> [Your objective]: Your answer must be every line of the data below that holds the string "image", copied exactly.

> [Supplied entries]:
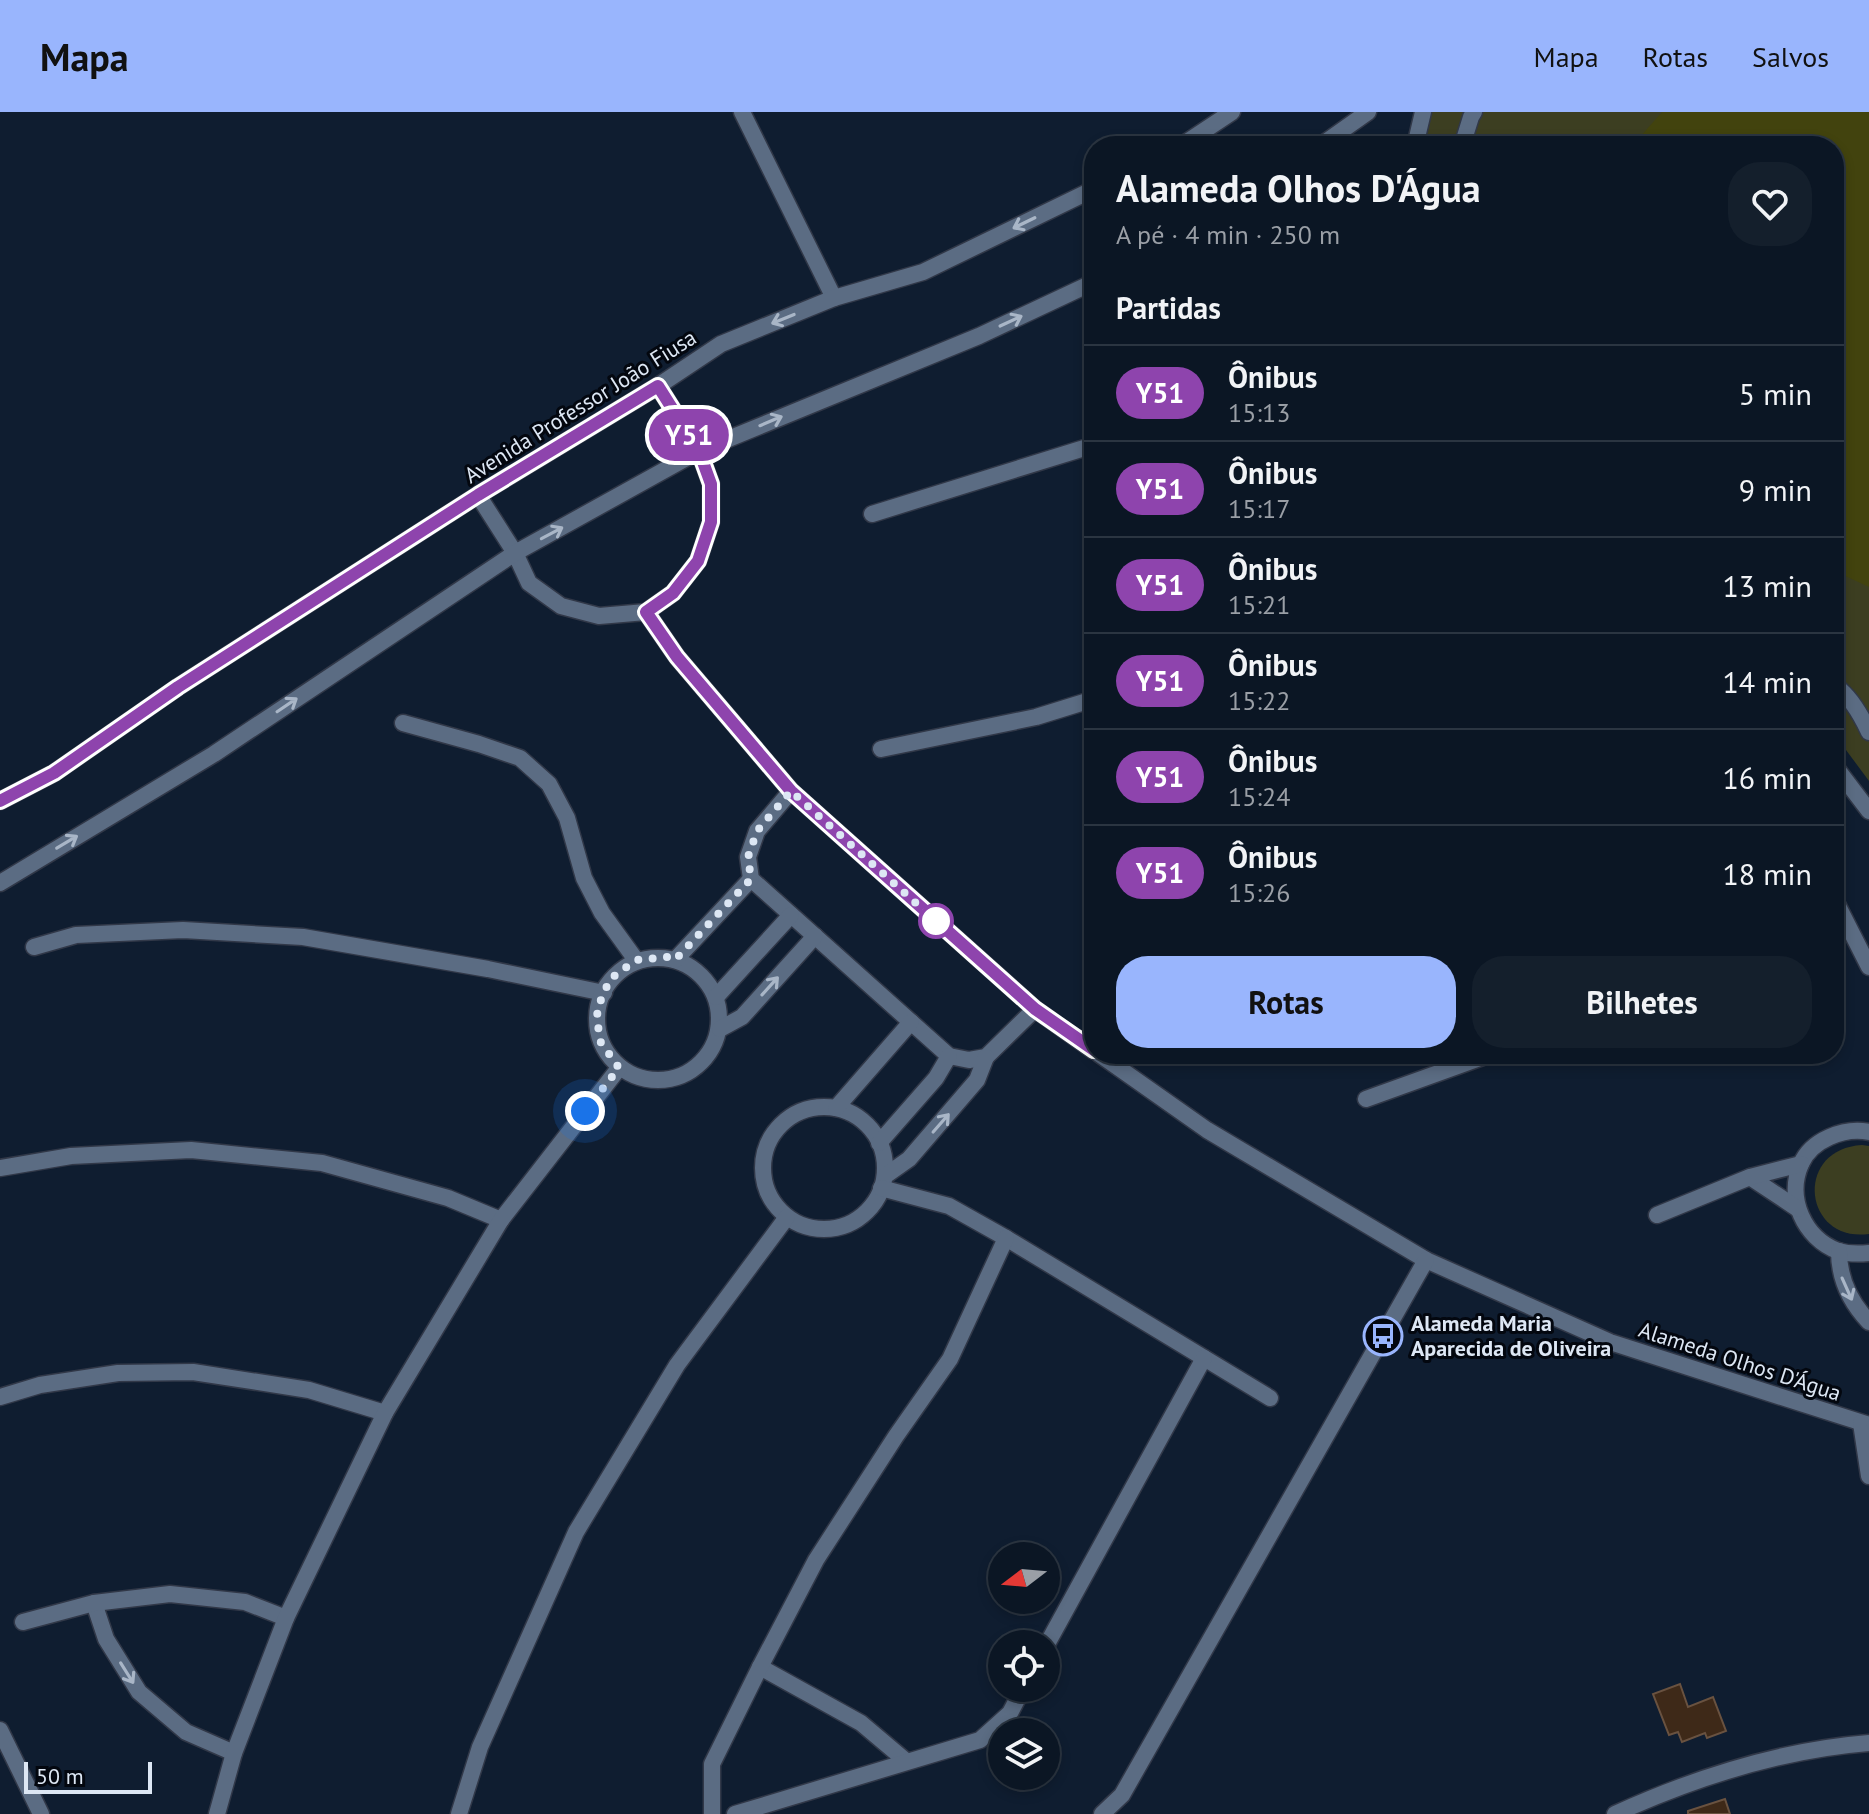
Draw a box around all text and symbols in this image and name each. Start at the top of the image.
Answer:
text: Mapa [40,32,129,81]
text: Mapa [1534,38,1599,75]
text: Rotas [1643,38,1708,75]
text: Salvos [1752,38,1829,75]
button: heart [1728,162,1812,246]
text: Alameda Olhos D'Água [1116,163,1481,212]
one-way arrow [1012,216,1036,231]
text: A pé · 4 min · 250 m [1116,218,1340,251]
text: Partidas [1116,288,1221,327]
one-way arrow [771,313,796,328]
one-way arrow [999,313,1023,328]
street label: Avenida Professor João Fiusa [459,323,701,489]
text: Ônibus [1228,357,1317,396]
text: Y51 [1136,374,1184,411]
text: 5 min [1739,374,1812,413]
text: 15:13 [1228,396,1290,429]
line badge: Y51 [643,409,735,461]
one-way arrow [758,413,783,428]
text: Y51 [665,416,713,453]
text: Ônibus [1228,453,1317,492]
text: Y51 [1136,470,1184,507]
text: 9 min [1739,470,1812,509]
text: 15:17 [1228,492,1290,525]
one-way arrow [540,524,563,540]
text: Ônibus [1228,549,1317,588]
text: Y51 [1136,566,1184,603]
text: 13 min [1722,566,1812,605]
text: 15:21 [1228,588,1290,621]
text: Ônibus [1228,645,1317,684]
text: Y51 [1136,662,1184,699]
text: 14 min [1722,662,1812,701]
text: 15:22 [1228,684,1290,717]
one-way arrow [276,697,298,713]
text: Ônibus [1228,741,1317,780]
text: Y51 [1136,758,1184,795]
text: 16 min [1722,758,1812,797]
text: 15:24 [1228,780,1290,813]
one-way arrow [55,834,78,850]
text: Ônibus [1228,837,1317,876]
text: Y51 [1136,854,1184,891]
text: 18 min [1722,854,1812,893]
text: 15:26 [1228,876,1290,909]
unlabelled marker [919,904,953,938]
button: Rotas [1116,956,1456,1048]
button: Bilhetes [1472,956,1812,1048]
one-way arrow [761,977,779,997]
your location [565,1091,605,1131]
one-way arrow [932,1113,950,1133]
one-way arrow [1841,1277,1856,1301]
place label: Alameda Maria Aparecida de Oliveira [1411,1309,1611,1362]
bus stop icon: Alameda Maria Aparecida de Oliveira [1362,1315,1404,1357]
street label: Alameda Olhos D'Água [1635,1315,1845,1407]
north arrow [988,1542,1060,1614]
map controls [988,1542,1060,1790]
button: locate [988,1630,1060,1702]
one-way arrow [119,1661,135,1684]
button: layers [988,1718,1060,1790]
scale bar [24,1758,152,1794]
text: 50 m [36,1762,84,1790]

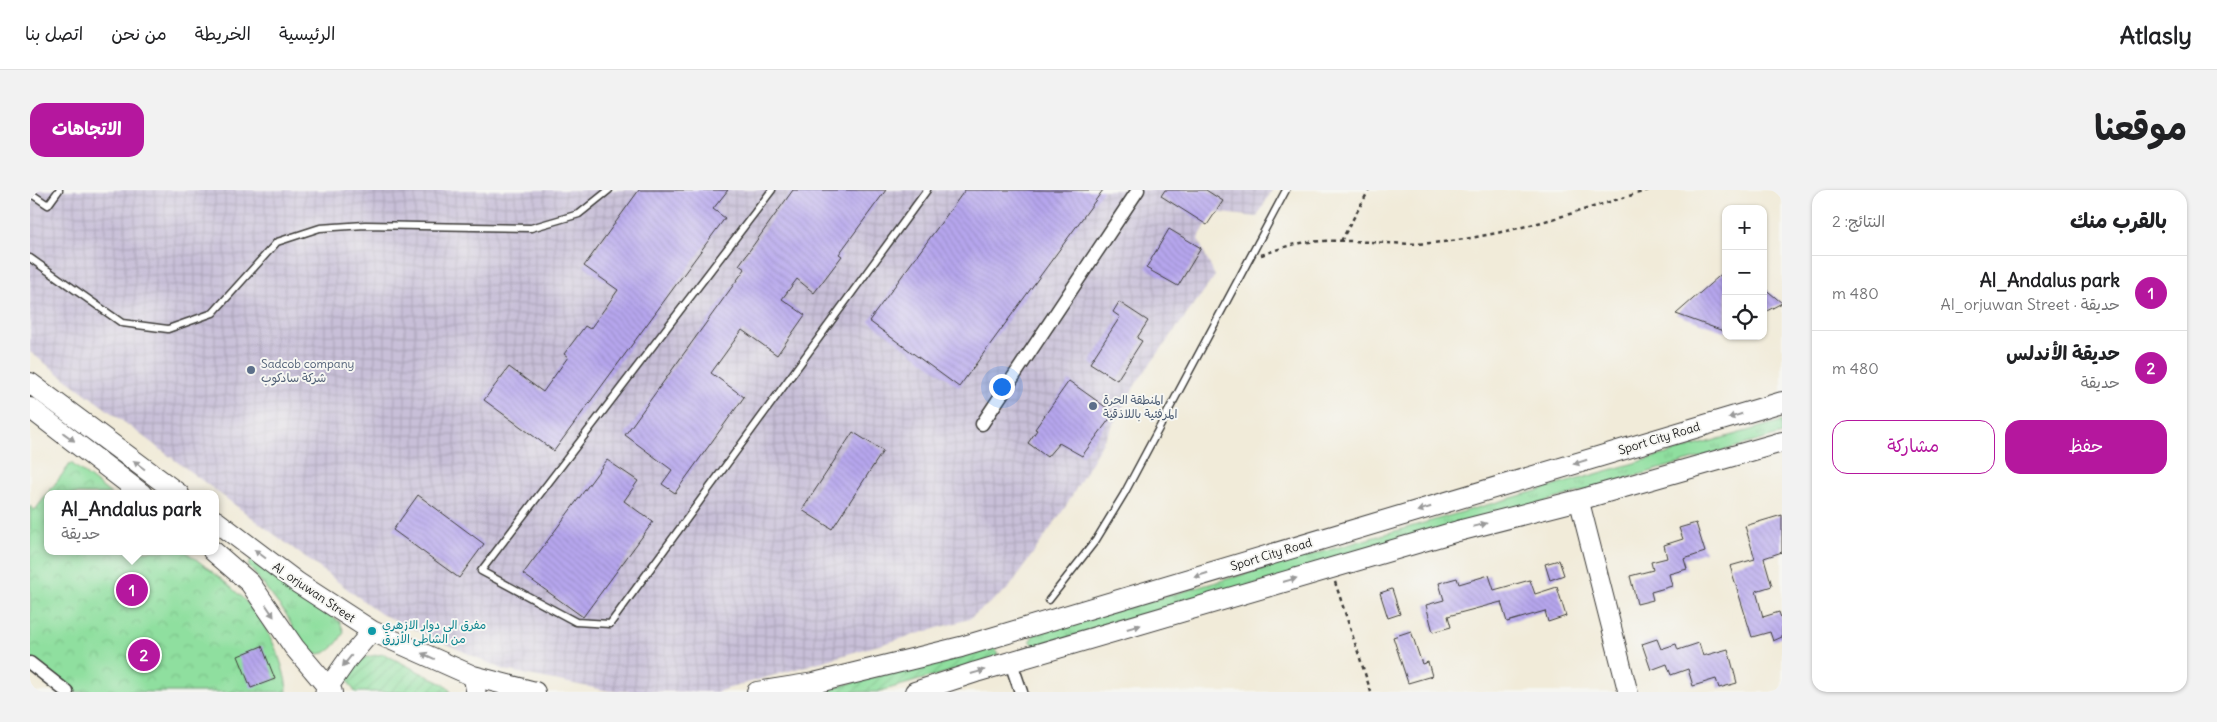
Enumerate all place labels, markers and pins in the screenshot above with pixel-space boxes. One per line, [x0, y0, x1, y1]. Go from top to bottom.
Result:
place label: Sadcob company شركة سادكوب [261, 356, 354, 386]
marker: Sadcob company شركة سادكوب [245, 364, 257, 376]
place label: المنطقة الحرة المرفئية باللاذقية [1103, 392, 1177, 422]
marker: المنطقة الحرة المرفئية باللاذقية [1087, 400, 1099, 412]
pin: 1 [116, 571, 148, 609]
place label: مفرق الى دوار الازهري من الشاطئ الأزرق [382, 617, 486, 647]
marker: مفرق الى دوار الازهري من الشاطئ الأزرق [366, 625, 378, 637]
pin: 2 [128, 636, 160, 674]

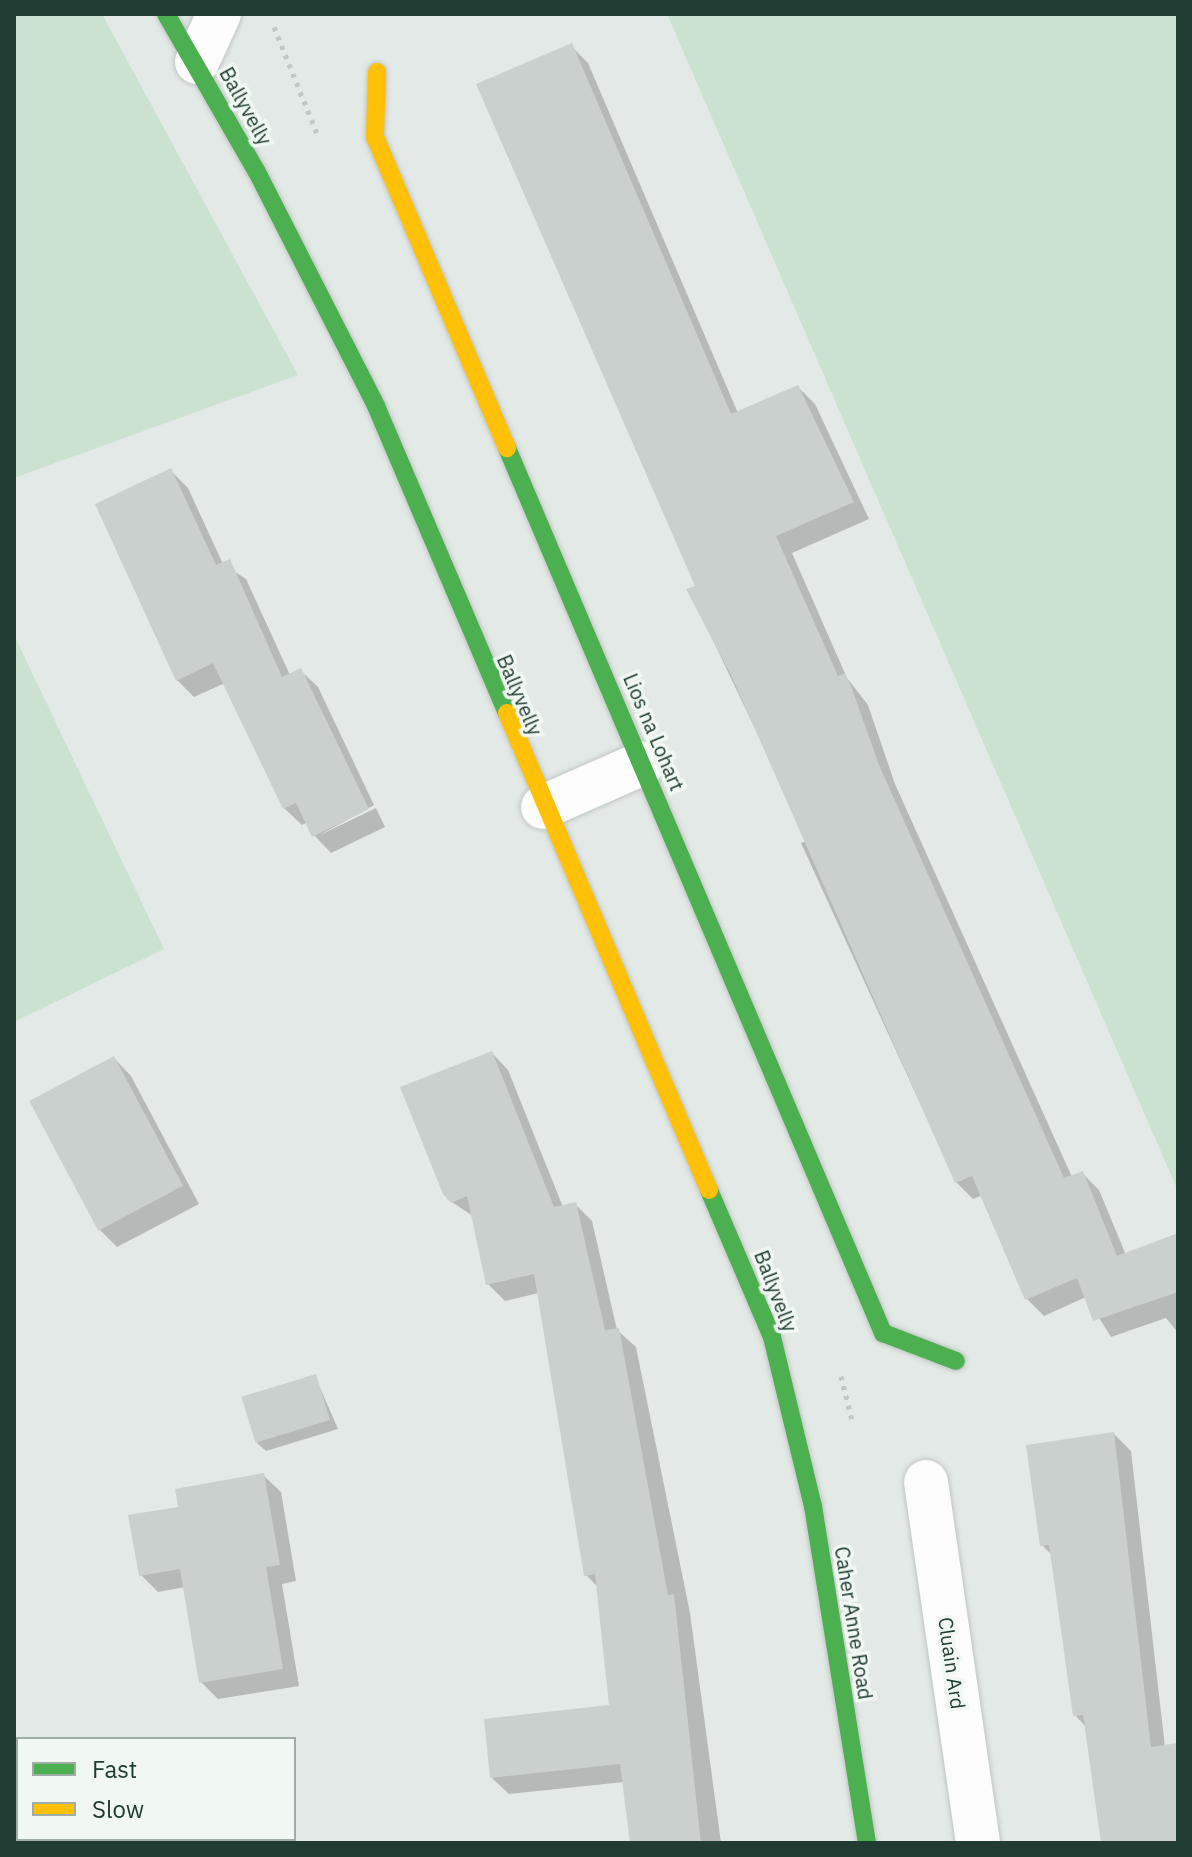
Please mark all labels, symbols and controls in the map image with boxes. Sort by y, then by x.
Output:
street label: Ballyvelly [215,63,277,149]
street label: Ballyvelly [492,651,548,739]
street label: Lios na Lohart [619,670,689,794]
street label: Ballyvelly [749,1247,803,1335]
street label: Caher Anne Road [830,1545,878,1701]
street label: Cluain Ard [934,1615,970,1711]
legend [16,1737,296,1841]
text: Fast [92,1753,137,1785]
text: Slow [92,1793,144,1825]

> [Output for this exercise]:
Draw a box around all text and symbols in this image and name each. Start at the top of the image.
Please mark all labels, symbols and controls in the map image with boxes. Sort by y, then by x.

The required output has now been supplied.